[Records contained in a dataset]
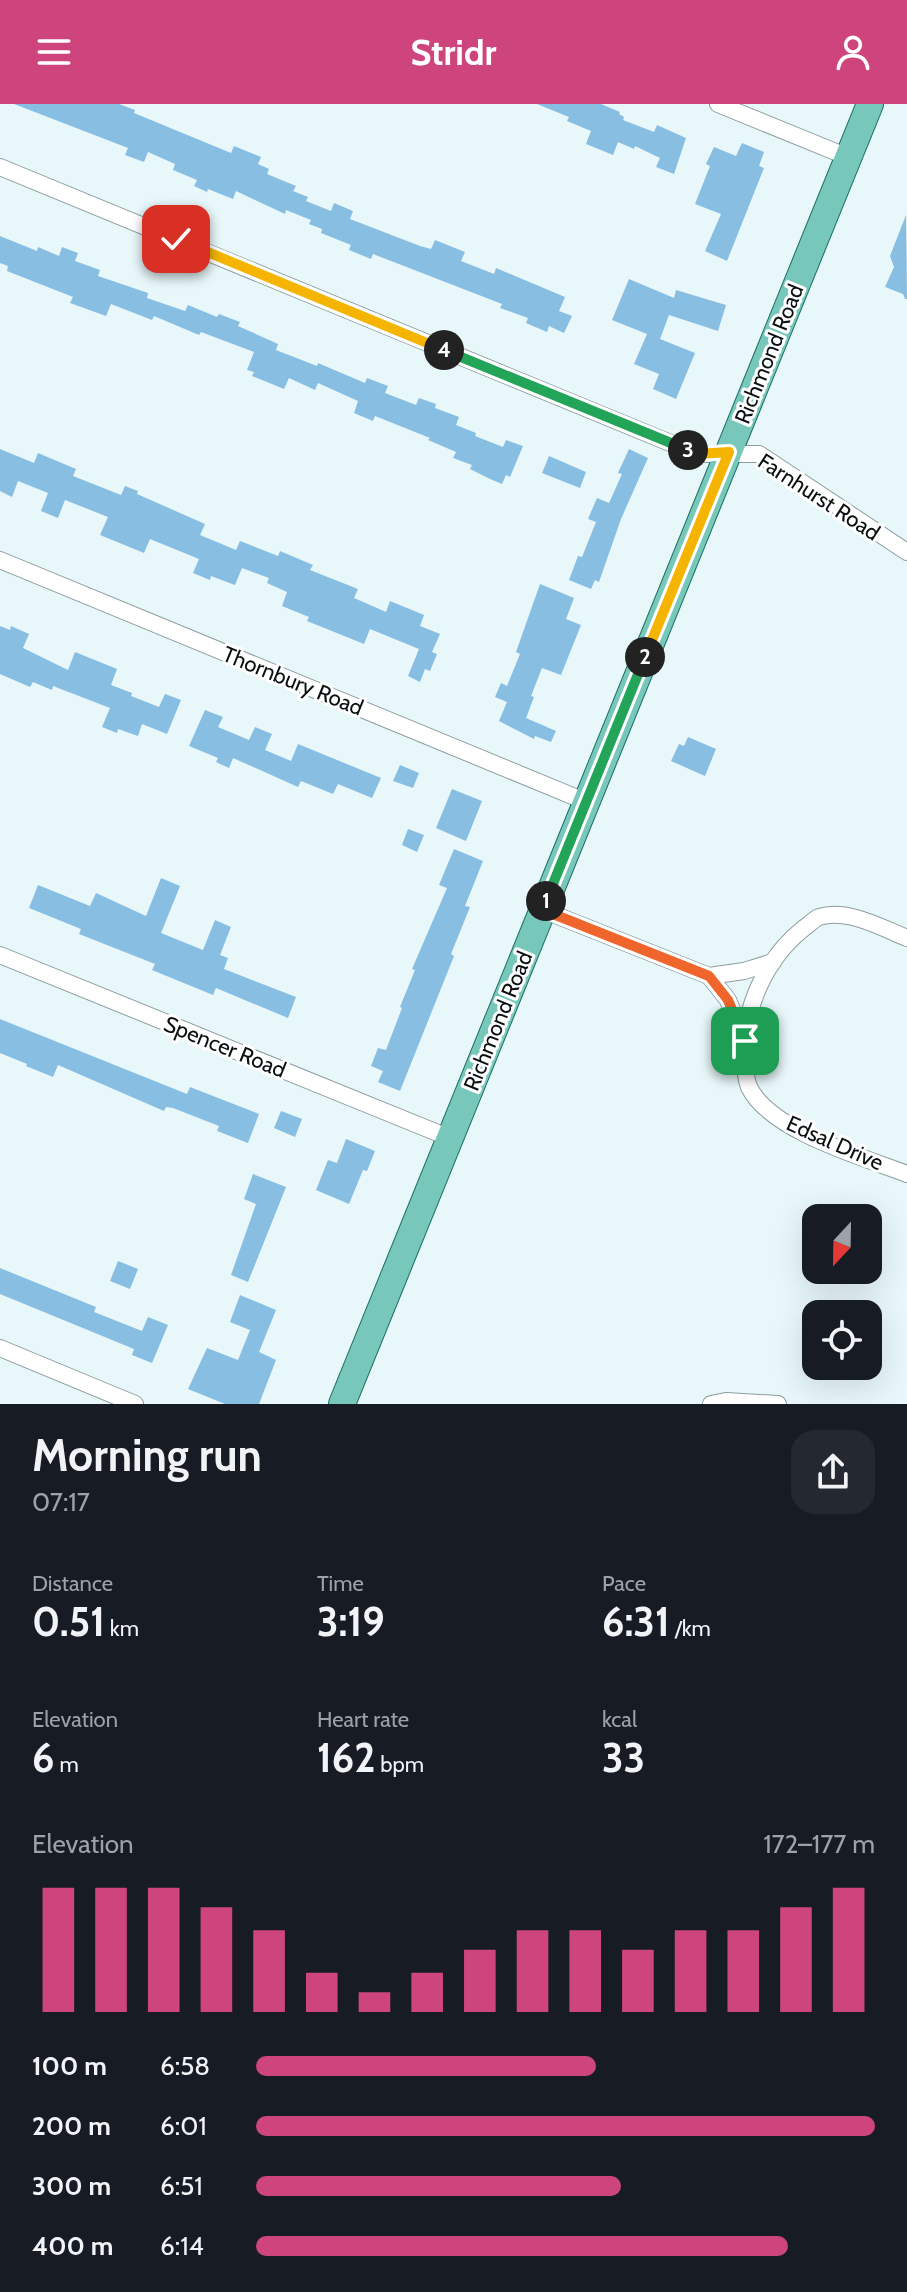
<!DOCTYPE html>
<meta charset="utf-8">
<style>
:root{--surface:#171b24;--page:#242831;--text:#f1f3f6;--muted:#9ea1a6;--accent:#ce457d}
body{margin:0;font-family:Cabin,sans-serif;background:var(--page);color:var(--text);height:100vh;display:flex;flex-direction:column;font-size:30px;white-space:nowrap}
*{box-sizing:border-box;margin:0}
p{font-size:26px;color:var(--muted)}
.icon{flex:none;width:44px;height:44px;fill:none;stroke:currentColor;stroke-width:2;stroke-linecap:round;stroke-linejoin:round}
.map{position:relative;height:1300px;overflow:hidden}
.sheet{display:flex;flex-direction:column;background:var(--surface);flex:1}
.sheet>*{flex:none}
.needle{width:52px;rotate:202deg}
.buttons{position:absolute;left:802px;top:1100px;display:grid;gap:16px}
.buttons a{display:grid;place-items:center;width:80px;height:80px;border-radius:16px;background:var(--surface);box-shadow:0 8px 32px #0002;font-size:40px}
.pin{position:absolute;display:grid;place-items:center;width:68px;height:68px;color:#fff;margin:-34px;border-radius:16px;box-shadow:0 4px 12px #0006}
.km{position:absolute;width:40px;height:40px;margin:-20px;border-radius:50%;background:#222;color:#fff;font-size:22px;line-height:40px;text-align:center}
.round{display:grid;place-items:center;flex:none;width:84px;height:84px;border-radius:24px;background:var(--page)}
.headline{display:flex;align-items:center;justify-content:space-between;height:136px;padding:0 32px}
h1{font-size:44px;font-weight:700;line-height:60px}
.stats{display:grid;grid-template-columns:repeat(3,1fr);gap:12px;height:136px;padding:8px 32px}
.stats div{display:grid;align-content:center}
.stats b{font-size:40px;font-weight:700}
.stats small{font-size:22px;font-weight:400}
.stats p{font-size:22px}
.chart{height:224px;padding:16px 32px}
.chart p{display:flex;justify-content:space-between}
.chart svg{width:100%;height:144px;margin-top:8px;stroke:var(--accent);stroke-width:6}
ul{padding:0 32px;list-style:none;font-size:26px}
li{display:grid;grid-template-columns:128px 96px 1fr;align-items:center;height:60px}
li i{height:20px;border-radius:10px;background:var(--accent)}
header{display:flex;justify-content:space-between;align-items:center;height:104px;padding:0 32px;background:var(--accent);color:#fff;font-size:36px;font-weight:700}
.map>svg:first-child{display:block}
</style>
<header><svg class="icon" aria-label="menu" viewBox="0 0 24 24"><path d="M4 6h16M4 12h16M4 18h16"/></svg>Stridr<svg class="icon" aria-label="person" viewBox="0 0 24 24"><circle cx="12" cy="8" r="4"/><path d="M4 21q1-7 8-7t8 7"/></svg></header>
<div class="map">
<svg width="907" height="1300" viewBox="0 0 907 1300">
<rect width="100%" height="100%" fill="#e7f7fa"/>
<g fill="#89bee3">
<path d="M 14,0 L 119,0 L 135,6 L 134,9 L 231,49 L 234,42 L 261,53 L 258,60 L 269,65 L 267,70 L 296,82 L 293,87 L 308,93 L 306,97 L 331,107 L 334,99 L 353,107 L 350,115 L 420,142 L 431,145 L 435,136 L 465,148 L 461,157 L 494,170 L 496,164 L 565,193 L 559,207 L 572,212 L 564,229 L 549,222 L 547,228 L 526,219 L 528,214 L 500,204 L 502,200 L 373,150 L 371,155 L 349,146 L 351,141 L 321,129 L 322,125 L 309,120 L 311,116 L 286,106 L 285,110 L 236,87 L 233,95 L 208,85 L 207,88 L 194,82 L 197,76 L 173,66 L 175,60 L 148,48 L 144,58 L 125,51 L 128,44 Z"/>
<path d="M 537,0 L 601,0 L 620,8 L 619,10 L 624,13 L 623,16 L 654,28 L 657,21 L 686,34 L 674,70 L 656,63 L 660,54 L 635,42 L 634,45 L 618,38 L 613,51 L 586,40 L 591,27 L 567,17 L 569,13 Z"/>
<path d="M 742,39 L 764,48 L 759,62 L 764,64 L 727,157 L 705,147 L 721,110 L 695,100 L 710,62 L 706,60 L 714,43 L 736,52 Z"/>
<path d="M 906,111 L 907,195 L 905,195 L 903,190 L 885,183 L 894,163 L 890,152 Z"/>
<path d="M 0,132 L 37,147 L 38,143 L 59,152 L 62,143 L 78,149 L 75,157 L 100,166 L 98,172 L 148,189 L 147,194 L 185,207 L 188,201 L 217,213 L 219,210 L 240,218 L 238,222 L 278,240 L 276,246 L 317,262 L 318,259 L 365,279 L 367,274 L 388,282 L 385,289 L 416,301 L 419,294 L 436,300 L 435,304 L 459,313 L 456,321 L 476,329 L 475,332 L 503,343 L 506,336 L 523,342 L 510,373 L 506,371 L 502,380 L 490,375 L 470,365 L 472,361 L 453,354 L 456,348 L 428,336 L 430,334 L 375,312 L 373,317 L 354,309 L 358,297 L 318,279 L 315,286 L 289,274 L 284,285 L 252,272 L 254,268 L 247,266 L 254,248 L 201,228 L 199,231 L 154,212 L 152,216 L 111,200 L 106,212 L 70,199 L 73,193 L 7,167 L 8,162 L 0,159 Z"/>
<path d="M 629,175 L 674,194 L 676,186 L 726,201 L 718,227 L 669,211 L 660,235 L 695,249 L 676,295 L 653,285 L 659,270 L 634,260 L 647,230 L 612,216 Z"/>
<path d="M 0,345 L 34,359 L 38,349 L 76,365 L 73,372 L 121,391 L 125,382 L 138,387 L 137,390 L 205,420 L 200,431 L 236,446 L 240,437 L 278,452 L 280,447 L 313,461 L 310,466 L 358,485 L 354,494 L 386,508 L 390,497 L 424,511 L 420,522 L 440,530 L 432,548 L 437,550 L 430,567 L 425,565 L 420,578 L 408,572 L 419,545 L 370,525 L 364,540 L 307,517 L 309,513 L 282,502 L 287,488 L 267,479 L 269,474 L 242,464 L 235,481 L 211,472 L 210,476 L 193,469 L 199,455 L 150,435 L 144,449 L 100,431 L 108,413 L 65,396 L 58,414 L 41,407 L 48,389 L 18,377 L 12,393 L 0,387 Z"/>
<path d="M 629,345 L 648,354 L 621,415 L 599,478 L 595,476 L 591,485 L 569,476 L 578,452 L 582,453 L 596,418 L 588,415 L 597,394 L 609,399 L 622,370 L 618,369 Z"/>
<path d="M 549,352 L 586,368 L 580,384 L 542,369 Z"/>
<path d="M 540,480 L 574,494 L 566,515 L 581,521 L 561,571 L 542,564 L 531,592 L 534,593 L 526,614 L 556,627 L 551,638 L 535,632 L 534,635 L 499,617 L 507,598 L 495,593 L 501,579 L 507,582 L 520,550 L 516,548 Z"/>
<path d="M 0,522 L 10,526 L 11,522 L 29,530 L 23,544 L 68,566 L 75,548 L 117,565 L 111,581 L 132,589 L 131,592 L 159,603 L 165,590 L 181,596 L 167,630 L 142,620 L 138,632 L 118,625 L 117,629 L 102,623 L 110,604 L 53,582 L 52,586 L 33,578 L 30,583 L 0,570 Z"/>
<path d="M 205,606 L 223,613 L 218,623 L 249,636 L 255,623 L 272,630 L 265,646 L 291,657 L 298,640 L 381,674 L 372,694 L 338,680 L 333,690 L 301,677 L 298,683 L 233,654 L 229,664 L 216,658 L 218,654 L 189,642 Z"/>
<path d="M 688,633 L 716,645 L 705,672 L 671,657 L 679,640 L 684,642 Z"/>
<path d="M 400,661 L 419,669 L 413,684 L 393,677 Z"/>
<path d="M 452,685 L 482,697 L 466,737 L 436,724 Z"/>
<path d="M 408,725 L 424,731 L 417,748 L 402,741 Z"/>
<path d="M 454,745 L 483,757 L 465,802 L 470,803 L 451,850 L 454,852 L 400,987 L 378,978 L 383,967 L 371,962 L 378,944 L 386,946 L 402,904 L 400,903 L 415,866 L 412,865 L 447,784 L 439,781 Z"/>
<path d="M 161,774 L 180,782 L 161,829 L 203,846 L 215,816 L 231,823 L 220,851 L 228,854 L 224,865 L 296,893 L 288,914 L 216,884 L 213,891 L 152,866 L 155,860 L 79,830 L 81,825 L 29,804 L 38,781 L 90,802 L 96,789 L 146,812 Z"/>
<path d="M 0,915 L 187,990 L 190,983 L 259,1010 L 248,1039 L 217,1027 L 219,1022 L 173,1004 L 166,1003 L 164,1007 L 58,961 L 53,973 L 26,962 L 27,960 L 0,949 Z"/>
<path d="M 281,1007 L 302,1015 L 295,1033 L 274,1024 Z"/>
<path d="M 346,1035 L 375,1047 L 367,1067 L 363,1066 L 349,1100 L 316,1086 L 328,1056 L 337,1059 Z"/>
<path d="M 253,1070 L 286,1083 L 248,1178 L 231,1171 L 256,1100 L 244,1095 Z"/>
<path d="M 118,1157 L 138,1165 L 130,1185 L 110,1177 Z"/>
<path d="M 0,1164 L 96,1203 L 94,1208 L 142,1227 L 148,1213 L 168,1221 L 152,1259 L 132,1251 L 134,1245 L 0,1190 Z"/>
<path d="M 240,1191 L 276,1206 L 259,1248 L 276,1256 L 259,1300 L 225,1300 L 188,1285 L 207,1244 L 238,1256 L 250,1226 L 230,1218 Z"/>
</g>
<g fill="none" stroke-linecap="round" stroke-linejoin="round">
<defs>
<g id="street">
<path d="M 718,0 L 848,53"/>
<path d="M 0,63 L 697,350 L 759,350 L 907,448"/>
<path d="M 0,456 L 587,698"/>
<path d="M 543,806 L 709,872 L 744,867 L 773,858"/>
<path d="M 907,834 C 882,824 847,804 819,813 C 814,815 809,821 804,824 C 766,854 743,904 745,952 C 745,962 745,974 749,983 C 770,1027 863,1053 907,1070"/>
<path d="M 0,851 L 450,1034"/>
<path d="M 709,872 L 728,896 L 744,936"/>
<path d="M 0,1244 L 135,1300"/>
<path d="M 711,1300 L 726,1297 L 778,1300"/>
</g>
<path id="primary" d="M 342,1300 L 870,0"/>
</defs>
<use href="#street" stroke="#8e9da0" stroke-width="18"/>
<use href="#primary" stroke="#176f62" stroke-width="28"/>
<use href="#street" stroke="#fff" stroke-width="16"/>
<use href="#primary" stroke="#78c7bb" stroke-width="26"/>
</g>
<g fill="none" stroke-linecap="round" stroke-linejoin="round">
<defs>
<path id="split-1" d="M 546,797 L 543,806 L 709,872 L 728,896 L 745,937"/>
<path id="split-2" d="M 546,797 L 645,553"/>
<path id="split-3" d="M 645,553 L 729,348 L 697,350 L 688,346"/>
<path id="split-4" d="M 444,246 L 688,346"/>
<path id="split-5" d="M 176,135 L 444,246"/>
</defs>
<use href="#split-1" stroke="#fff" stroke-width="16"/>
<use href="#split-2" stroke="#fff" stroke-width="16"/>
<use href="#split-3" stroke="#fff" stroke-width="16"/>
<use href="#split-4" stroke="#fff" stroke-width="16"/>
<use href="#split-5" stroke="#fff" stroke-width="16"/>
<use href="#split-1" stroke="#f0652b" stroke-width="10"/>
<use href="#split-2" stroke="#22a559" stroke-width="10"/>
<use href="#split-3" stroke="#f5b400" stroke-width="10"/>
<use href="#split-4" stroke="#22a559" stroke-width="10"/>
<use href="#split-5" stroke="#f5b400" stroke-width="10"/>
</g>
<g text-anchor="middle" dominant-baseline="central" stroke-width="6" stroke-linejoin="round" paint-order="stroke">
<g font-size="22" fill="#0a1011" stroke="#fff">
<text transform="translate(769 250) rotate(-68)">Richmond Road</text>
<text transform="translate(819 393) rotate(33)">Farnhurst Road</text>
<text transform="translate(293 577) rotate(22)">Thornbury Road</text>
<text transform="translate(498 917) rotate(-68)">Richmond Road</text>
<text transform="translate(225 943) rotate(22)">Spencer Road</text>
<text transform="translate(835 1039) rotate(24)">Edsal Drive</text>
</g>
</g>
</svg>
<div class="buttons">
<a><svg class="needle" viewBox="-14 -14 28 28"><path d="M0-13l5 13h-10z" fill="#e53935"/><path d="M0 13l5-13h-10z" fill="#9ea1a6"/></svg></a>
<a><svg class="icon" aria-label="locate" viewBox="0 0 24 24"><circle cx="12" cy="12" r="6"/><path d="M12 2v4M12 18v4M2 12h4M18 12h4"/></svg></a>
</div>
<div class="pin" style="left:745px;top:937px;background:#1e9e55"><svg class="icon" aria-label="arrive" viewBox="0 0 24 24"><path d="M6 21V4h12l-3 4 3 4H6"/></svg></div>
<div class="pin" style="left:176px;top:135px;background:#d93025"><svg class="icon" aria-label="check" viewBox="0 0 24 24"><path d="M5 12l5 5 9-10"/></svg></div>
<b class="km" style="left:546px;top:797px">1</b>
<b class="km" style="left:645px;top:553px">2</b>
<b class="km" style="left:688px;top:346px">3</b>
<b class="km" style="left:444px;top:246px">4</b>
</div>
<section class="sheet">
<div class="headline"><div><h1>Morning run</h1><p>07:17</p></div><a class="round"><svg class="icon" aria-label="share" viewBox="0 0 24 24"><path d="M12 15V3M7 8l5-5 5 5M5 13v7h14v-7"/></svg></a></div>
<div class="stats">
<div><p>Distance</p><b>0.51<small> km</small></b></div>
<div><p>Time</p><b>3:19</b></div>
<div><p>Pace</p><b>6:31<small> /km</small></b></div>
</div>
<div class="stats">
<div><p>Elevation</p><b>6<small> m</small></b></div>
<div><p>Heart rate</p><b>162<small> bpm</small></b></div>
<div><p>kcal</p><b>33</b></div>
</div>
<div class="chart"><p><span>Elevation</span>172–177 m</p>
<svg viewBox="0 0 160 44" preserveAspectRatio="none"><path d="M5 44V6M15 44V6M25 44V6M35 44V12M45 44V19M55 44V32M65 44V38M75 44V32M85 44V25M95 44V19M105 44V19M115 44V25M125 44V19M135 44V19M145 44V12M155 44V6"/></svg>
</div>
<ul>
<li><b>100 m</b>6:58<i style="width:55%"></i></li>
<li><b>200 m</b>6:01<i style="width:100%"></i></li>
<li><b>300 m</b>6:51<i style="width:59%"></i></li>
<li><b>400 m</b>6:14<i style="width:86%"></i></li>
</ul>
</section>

Task prompt: Lines that include the word "shadow" are to be extracted from the data above.

Result of the exercise:
.buttons a{display:grid;place-items:center;width:80px;height:80px;border-radius:16px;background:var(--surface);box-shadow:0 8px 32px #0002;font-size:40px}
.pin{position:absolute;display:grid;place-items:center;width:68px;height:68px;color:#fff;margin:-34px;border-radius:16px;box-shadow:0 4px 12px #0006}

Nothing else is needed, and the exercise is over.